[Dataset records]

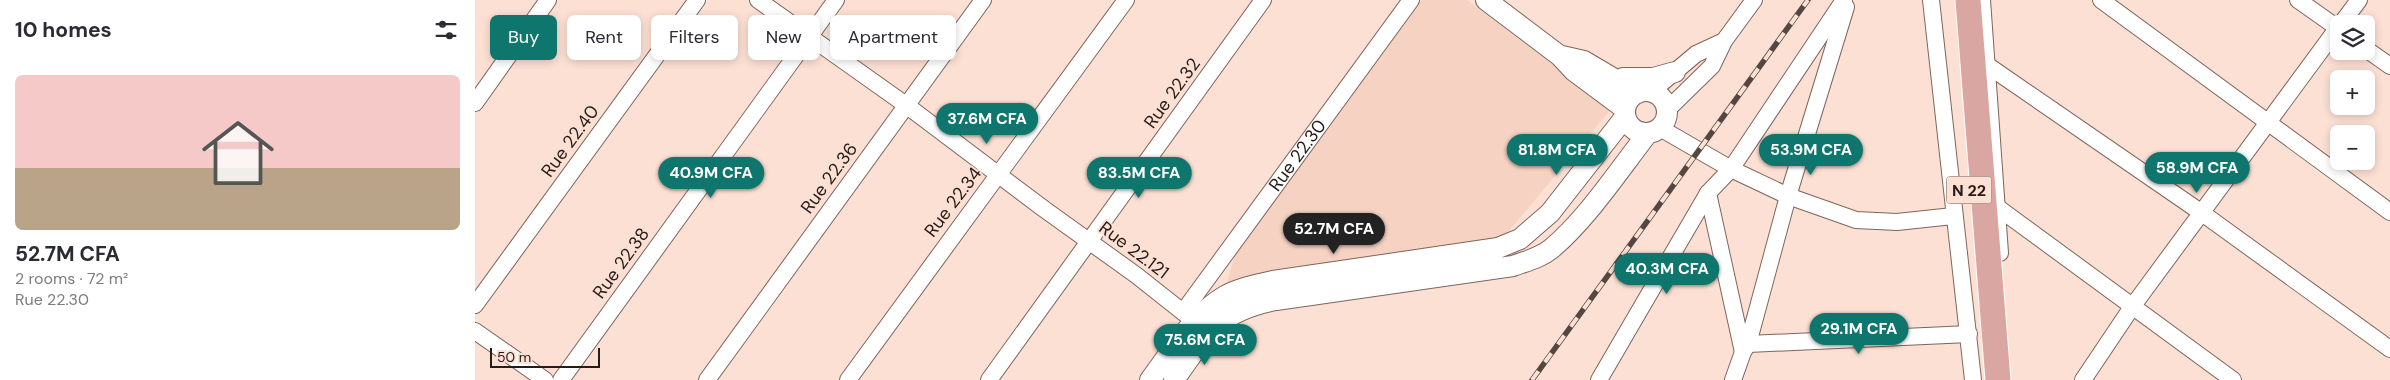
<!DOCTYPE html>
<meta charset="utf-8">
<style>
:root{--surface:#fff;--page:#f7f7f7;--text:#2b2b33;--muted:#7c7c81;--accent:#0f766e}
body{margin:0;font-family:"DM Sans",sans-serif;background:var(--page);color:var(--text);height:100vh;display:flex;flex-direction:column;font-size:19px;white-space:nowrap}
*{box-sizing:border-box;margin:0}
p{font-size:16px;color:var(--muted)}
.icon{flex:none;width:28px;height:28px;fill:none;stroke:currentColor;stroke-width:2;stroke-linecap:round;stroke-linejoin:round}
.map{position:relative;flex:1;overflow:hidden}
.panel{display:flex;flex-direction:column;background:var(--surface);width:475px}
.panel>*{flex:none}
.top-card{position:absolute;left:15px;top:15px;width:475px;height:45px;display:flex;gap:10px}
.tools{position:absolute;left:1855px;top:15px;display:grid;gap:10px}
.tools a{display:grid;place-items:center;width:45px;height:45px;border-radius:8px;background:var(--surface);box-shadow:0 2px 8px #0003;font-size:25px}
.scale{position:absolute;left:15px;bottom:12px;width:110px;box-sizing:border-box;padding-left:5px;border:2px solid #251b17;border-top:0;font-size:14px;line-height:18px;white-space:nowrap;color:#251b17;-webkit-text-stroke:4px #fde0d4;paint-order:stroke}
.price{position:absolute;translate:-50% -42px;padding:0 11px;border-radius:18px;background:var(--accent);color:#fff;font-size:16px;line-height:32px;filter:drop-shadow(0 1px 2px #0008)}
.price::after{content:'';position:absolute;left:50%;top:30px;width:15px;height:11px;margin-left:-8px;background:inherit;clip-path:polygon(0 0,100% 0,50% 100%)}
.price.current{background:#222;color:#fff}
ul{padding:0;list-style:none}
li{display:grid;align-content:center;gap:10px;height:265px;padding:0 15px}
li span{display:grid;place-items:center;height:155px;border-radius:8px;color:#555}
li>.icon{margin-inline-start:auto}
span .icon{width:90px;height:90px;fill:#fffc;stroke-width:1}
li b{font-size:21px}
h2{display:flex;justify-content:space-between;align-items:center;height:60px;padding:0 15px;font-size:21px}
.chip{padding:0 18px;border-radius:8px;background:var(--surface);box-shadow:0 2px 8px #0003;font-size:18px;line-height:45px}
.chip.current{background:var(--accent);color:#fff}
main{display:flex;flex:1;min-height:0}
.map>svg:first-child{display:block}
.built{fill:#f6d2c3}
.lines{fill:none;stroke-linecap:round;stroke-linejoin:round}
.minor-casing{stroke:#7e655b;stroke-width:18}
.tertiary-casing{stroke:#7e655b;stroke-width:22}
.primary-casing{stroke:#fff;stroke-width:27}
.minor{stroke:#fff;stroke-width:16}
.tertiary{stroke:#fff;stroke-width:20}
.primary{stroke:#daa6a1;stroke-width:25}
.rail-casing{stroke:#544640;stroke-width:5.5}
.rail{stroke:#fde0d4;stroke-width:4;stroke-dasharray:11;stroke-linecap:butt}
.labels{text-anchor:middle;stroke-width:4;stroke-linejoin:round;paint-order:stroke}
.shield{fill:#fde0d4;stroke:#665650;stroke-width:1}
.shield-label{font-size:16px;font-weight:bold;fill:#251b17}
.street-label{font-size:18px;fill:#251b17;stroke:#fde0d4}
</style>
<main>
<section class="panel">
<h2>10 homes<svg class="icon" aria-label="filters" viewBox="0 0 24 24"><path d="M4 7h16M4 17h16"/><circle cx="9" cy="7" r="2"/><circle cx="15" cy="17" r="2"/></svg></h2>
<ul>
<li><span style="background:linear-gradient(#f6c9c9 60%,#b9a48a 0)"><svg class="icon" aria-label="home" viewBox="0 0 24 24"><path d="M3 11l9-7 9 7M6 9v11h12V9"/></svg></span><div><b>52.7M CFA</b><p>2 rooms · 72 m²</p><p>Rue 22.30</p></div></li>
</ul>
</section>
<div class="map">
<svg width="1915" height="380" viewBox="0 0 1915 380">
<rect width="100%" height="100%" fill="#fde0d4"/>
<path class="built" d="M944 0H992L1136 109 1023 244 818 267 751 286 763 244Z"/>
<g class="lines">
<g class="minor-casing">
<g id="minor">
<path d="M283 0 431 105 569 209 661 275 728 328"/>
<path d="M1369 0 1256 169 1313 196 1381 220 1422 222 1478 216"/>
<path d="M1456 0 1498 380"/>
<path d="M1507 0 1525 253"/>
<path d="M1626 0 1915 212"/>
<path d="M1823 0 1864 29"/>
<path d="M1866 24 1884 0"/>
<path d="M1891 49 1915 66"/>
<path d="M1512 65 1727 213 1915 349"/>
<path d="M1176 92 1221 54 1249 41"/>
<path d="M0 103 73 0"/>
<path d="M1192 110 1237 66 1249 41 1279 0"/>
<path d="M1185 128 1256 169 1233 193 1268 352"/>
<path d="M1522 207 1758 380"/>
<path d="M0 305 222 0"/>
<path id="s1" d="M708 312 936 0"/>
<path d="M0 331 70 380"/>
<path d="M1273 344 1494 334"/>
<path d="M86 380 361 0"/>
<path d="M232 380 508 0"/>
<path d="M373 380 651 0"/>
<path d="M514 380 788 0"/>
<path d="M1124 380 1233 193"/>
<path d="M1258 380 1268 352 1273 344 1313 196 1371 7"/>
<path d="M1608 380 1657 307 1864 26"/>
</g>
</g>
<g class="tertiary-casing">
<path id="tertiary" d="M1011 0 1085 56 1099 71 1150 109
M1087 56 1109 61 1163 93
M1148 78H1178L1200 72
M1150 112a21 21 0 1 1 42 0a21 21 0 1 1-42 0Z
M675 380C697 351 717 315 750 296 764 288 781 285 798 281L1023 248 1045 239 1075 213 1150 117
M699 380C731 335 743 311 801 300L1038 266C1051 261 1065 258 1076 249 1112 219 1144 170 1173 133"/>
</g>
<g class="primary-casing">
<path id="primary" d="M1493 0 1523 380"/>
</g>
<use href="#minor" class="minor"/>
<use href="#tertiary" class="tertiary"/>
<use href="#primary" class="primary"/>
<g class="rail-casing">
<path id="rail" d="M1057 380 1333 0"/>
</g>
<use href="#rail" class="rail"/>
</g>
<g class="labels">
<rect class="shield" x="1471.5" y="176.5" width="45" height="27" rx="4"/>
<g class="shield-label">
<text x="1494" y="196">N 22</text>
</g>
<g class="street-label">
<text transform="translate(697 93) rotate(-54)" y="6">Rue 22.32</text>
<text transform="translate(95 141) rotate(-54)" y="6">Rue 22.40</text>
<text dy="6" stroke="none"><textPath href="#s1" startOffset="194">Rue 22.30</textPath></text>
<text transform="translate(354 178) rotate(-54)" y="6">Rue 22.36</text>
<text transform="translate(478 202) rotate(-53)" y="6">Rue 22.34</text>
<text transform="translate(659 250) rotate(37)" y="6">Rue 22.121</text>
<text transform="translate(146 263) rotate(-54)" y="6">Rue 22.38</text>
</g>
</g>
</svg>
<div class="tools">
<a><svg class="icon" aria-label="layers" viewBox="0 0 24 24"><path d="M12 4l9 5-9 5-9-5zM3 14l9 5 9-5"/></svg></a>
<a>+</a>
<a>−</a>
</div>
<div class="scale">50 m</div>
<b class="price" style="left:512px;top:145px">37.6M CFA</b>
<b class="price" style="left:1082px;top:176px">81.8M CFA</b>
<b class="price" style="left:1336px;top:176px">53.9M CFA</b>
<b class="price" style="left:1722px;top:194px">58.9M CFA</b>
<b class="price" style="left:236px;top:199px">40.9M CFA</b>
<b class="price" style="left:664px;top:199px">83.5M CFA</b>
<b class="price current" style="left:859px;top:255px">52.7M CFA</b>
<b class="price" style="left:1192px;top:295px">40.3M CFA</b>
<b class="price" style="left:1384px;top:355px">29.1M CFA</b>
<b class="price" style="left:730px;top:366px">75.6M CFA</b>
<div class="top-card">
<a class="chip current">Buy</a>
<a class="chip">Rent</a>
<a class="chip">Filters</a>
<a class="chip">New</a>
<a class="chip">Apartment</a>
</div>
</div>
</main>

> WORK ITEM
Scan the data above for the word "direction". Copy every line in which it is found.

> ANSWER TO THIS EXERCISE
body{margin:0;font-family:"DM Sans",sans-serif;background:var(--page);color:var(--text);height:100vh;display:flex;flex-direction:column;font-size:19px;white-space:nowrap}
.panel{display:flex;flex-direction:column;background:var(--surface);width:475px}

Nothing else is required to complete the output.